The CCP with type 1 IFN auto-antibodies did not differ from those without auto-antibodies with regard to all soluble inflammatory factors tested. The limited number of CCP samples with auto-antibodies must, however, be emphasised (n = 14).

This study shows that, in contrast to platelet concentrate transfusion,^83,84 the inflammatory component of CCPs is unlikely to contribute to reactions observed post-CCP transfusion. This report focuses on differences between CCP and FFP, but the differences highlighted were minor and limited to quantitative differences in a few non-matching cytokines.

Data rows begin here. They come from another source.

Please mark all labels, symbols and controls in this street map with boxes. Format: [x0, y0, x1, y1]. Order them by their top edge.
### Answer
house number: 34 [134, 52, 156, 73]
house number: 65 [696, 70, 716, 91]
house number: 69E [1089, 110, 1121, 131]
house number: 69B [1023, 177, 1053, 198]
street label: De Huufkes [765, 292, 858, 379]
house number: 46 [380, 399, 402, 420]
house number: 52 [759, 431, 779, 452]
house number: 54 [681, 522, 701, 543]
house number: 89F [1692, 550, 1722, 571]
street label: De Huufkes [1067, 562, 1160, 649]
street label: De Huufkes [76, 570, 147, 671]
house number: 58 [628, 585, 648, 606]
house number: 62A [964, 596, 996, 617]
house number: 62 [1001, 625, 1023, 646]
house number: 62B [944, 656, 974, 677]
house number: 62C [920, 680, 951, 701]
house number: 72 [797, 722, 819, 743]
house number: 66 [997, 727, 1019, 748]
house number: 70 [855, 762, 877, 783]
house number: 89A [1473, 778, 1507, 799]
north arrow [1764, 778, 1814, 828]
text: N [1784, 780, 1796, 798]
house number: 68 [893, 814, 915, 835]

This observation reinforces the concept that the CCP active substance is a specific antibody and that higher-titre CCP is more effective than lower-titre CCP, probably regardless of the inflammatory content (cytokines/chemokines) of convalescent plasma. However, in specific clinical situations, we cannot rule out the impact of the inflammatory component on changes in patient pathology, as observed with other labile blood products such as platelet concentrates with a major inflammatory component.

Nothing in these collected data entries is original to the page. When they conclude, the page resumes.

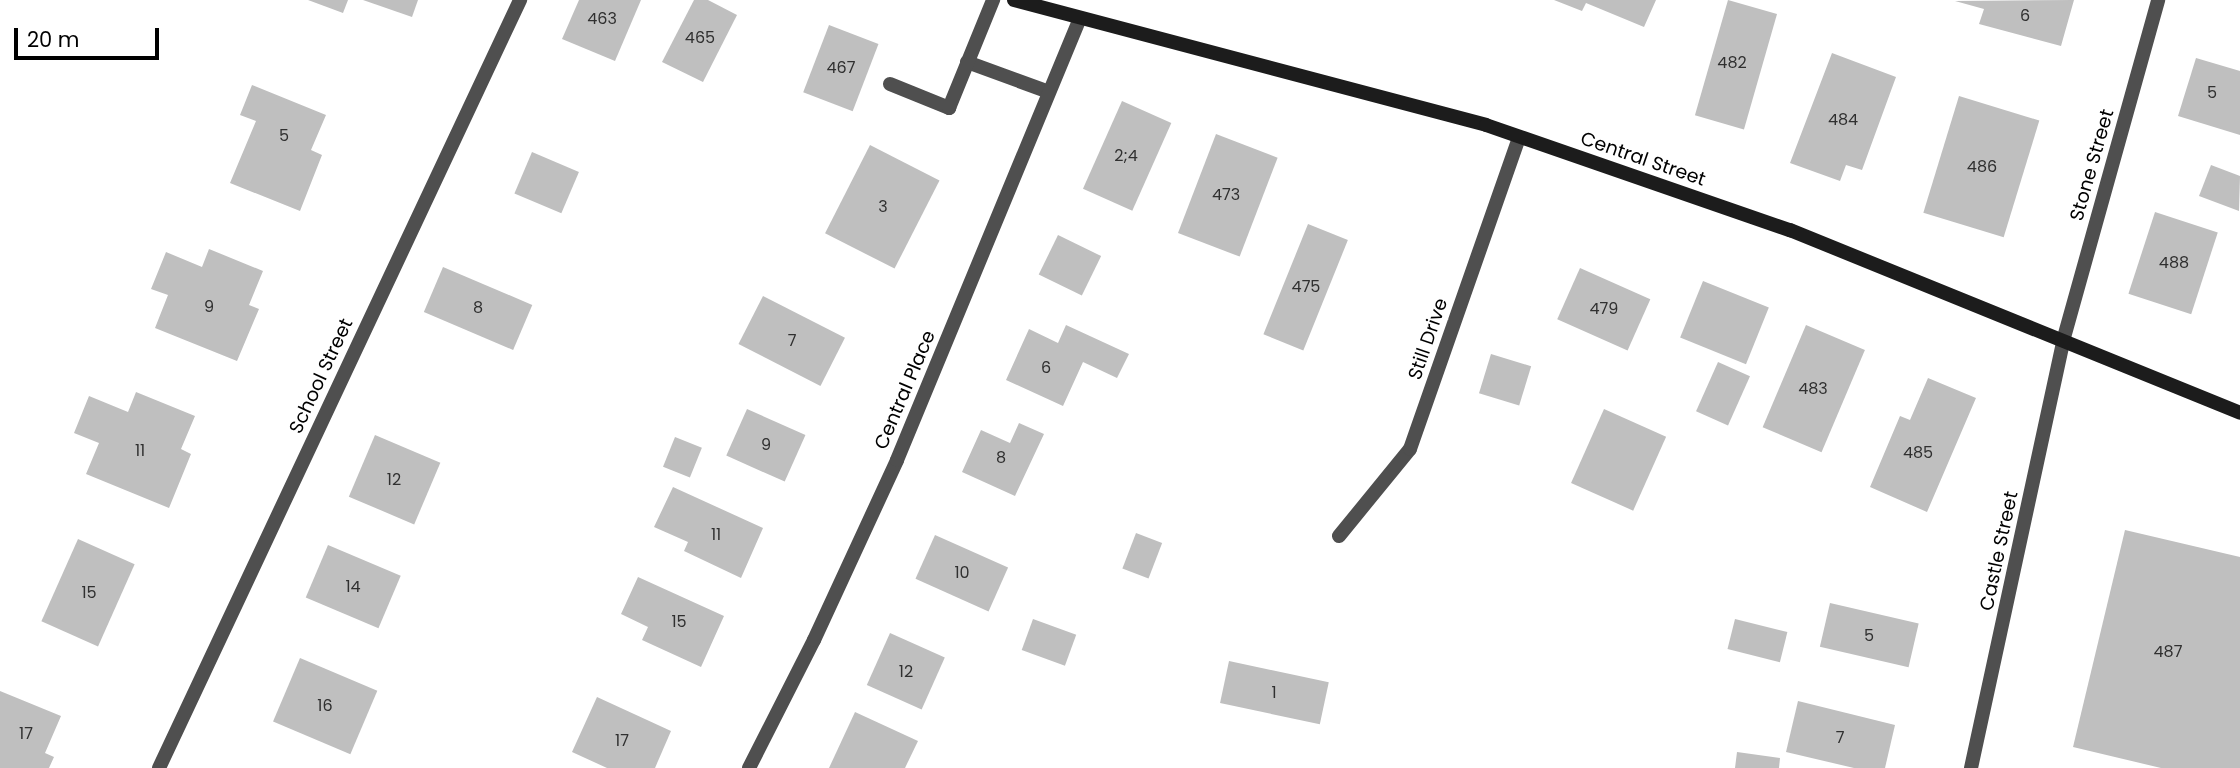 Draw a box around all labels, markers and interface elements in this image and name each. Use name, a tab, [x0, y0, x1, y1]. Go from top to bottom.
house number: 6	[2020, 6, 2030, 26]
house number: 463	[587, 9, 617, 29]
scale bar	[18, 14, 163, 58]
text: 20 m	[27, 25, 80, 54]
house number: 465	[685, 28, 715, 48]
house number: 482	[1717, 53, 1747, 73]
house number: 467	[827, 58, 855, 78]
house number: 5	[2207, 83, 2217, 103]
street label: Stone Street	[2065, 107, 2119, 223]
house number: 484	[1828, 110, 1858, 130]
house number: 5	[279, 126, 289, 146]
street label: Central Street	[1577, 127, 1709, 191]
house number: 2;4	[1114, 146, 1138, 166]
house number: 486	[1967, 157, 1997, 177]
house number: 473	[1212, 185, 1240, 205]
house number: 3	[878, 197, 888, 217]
house number: 488	[2159, 253, 2189, 273]
house number: 475	[1292, 277, 1320, 297]
street label: Still Drive	[1403, 295, 1453, 383]
house number: 9	[204, 297, 214, 317]
house number: 8	[473, 298, 483, 318]
house number: 479	[1590, 299, 1618, 319]
street label: School Street	[284, 315, 358, 437]
street label: Central Place	[870, 327, 940, 453]
house number: 7	[788, 331, 796, 351]
house number: 6	[1041, 358, 1051, 378]
house number: 483	[1798, 379, 1828, 399]
house number: 9	[761, 435, 771, 455]
house number: 11	[135, 441, 145, 461]
house number: 485	[1903, 443, 1933, 463]
house number: 8	[996, 448, 1006, 468]
house number: 12	[387, 470, 401, 490]
street label: Castle Street	[1975, 489, 2023, 613]
house number: 11	[711, 525, 721, 545]
house number: 10	[954, 563, 970, 583]
house number: 14	[345, 577, 361, 597]
house number: 15	[81, 583, 97, 603]
house number: 15	[671, 612, 687, 632]
house number: 5	[1864, 626, 1874, 646]
house number: 487	[2154, 642, 2182, 662]
house number: 12	[899, 662, 913, 682]
house number: 1	[1271, 683, 1277, 703]
house number: 16	[317, 696, 333, 716]
house number: 17	[19, 724, 33, 744]
house number: 7	[1836, 728, 1844, 748]
house number: 17	[615, 731, 629, 751]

There is increasing evidence to suggest a link between the immune response and disease progression in COVID-19, and abnormalities in immune cells, inflammatory markers and the cytokine storm implicated in disease severity and outcome. Cytokine storms are common in viral infections caused by MERS-CoV, SARS-CoV, influenza and other viruses. Cytokine storm, hyperinflammation, and multi-organ failure have also been identified in patients with severe disease. Even in convalescent patients eligible for plasma donation, we note considerable heterogeneity from all donors in terms of inflammatory markers, at least 14 days after symptom resolution. We also believe that it would be interesting for future clinical studies involving CCP to evaluate whether this heterogeneity could contribute to differences in CCP efficacy. Moreover, the SARS-CoV-2- independent immunomodulatory activity might or might not be beneficial to COVID-19 patients. The correlation of CCP inflammatory markers and clinical efficacy should be investigated using a similar strategy.

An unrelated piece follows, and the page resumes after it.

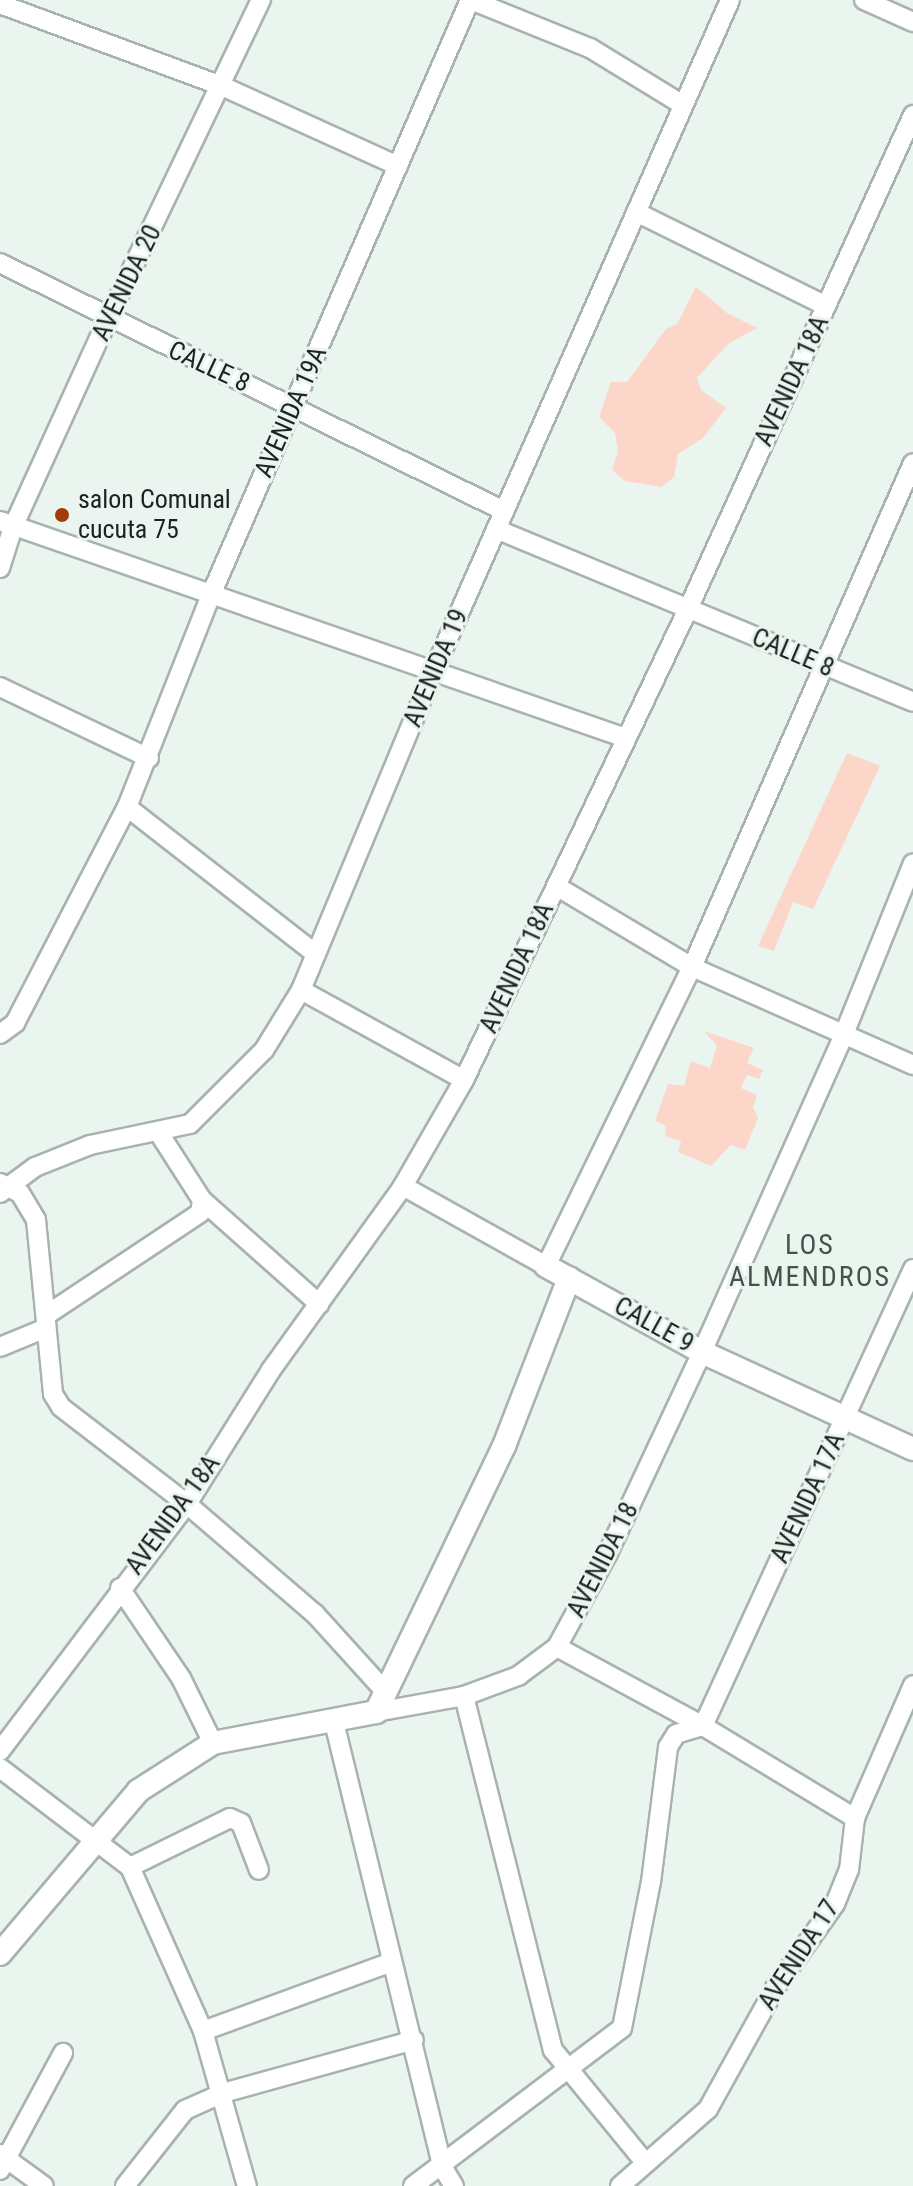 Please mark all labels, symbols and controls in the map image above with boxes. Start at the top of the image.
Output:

In conclusion, inflammatory markers were found to be moderately increased in CCP when compared to control plasma with no discernible differences in ex-vivo bioactivity as assessed by endothelial toxicity and/or activation. Auto-Abs to type I IFNs were detected in a small fraction of CCP and were not associated with reported adverse events or differences in inflammatory markers. Additional studies, including careful clinical evaluation of patients treated with CCP, are required in order to further define the clinical relevance of these findings.

Caveats and limitations

The possible confounding effect could be caused by the heterogeneous distribution of CCPs and FFP, the time period and absence of donor characteristics (sex, age, body mass index (BMI), ABO group, rhesus, time from symptom onset, time from end of symptoms, duration of symptoms, fever, breathing difficulties and loss of taste and smell). One study limitation may be linked to the lack of sample size calculation, depending solely on one time period. Finally, clinical aspects were less detailed in our study but the efficacy of Convalescent Plasma to Treat COVID-19 Patients, a Nested Trial in the CORIMUNO-19 Cohort (CORIPLASM) (NCT04345991), is under analysis.

Contributors

Contribution: F.C. and H.H.C. supervised all experiments and wrote the manuscript; M.R., D.C., B.B., C.P., J.H., C.A.A., M.A.E., A.P., A.C.D., T.E., M.H., E.A.C., Q.P., and T.L.V., performed experiments and analysis. O.H., A.M.F., P.C., D.L., P.R., F.P., P.G., J.L.C., S.S., P.M., K.L., P.B., and P.T. supervised the studies and amended the manuscript. The underlying data were verified by F.C., H.H.C., and P.T. All authors have read and approved the final version of the manuscript.

Data sharing statement

Dr Fabrice COGNASSE had full access to all of the study data and takes responsibility for the integrity of the data and the accuracy of the data analyses. The data are available for further research. Supplemental data are available at the journal's website. The data used in this study can be obtained by request to Fabrice Cognasse (fabrice.cognasse@efs.sante.fr).

Declaration of interests

The authors have no competing financial interests to declare.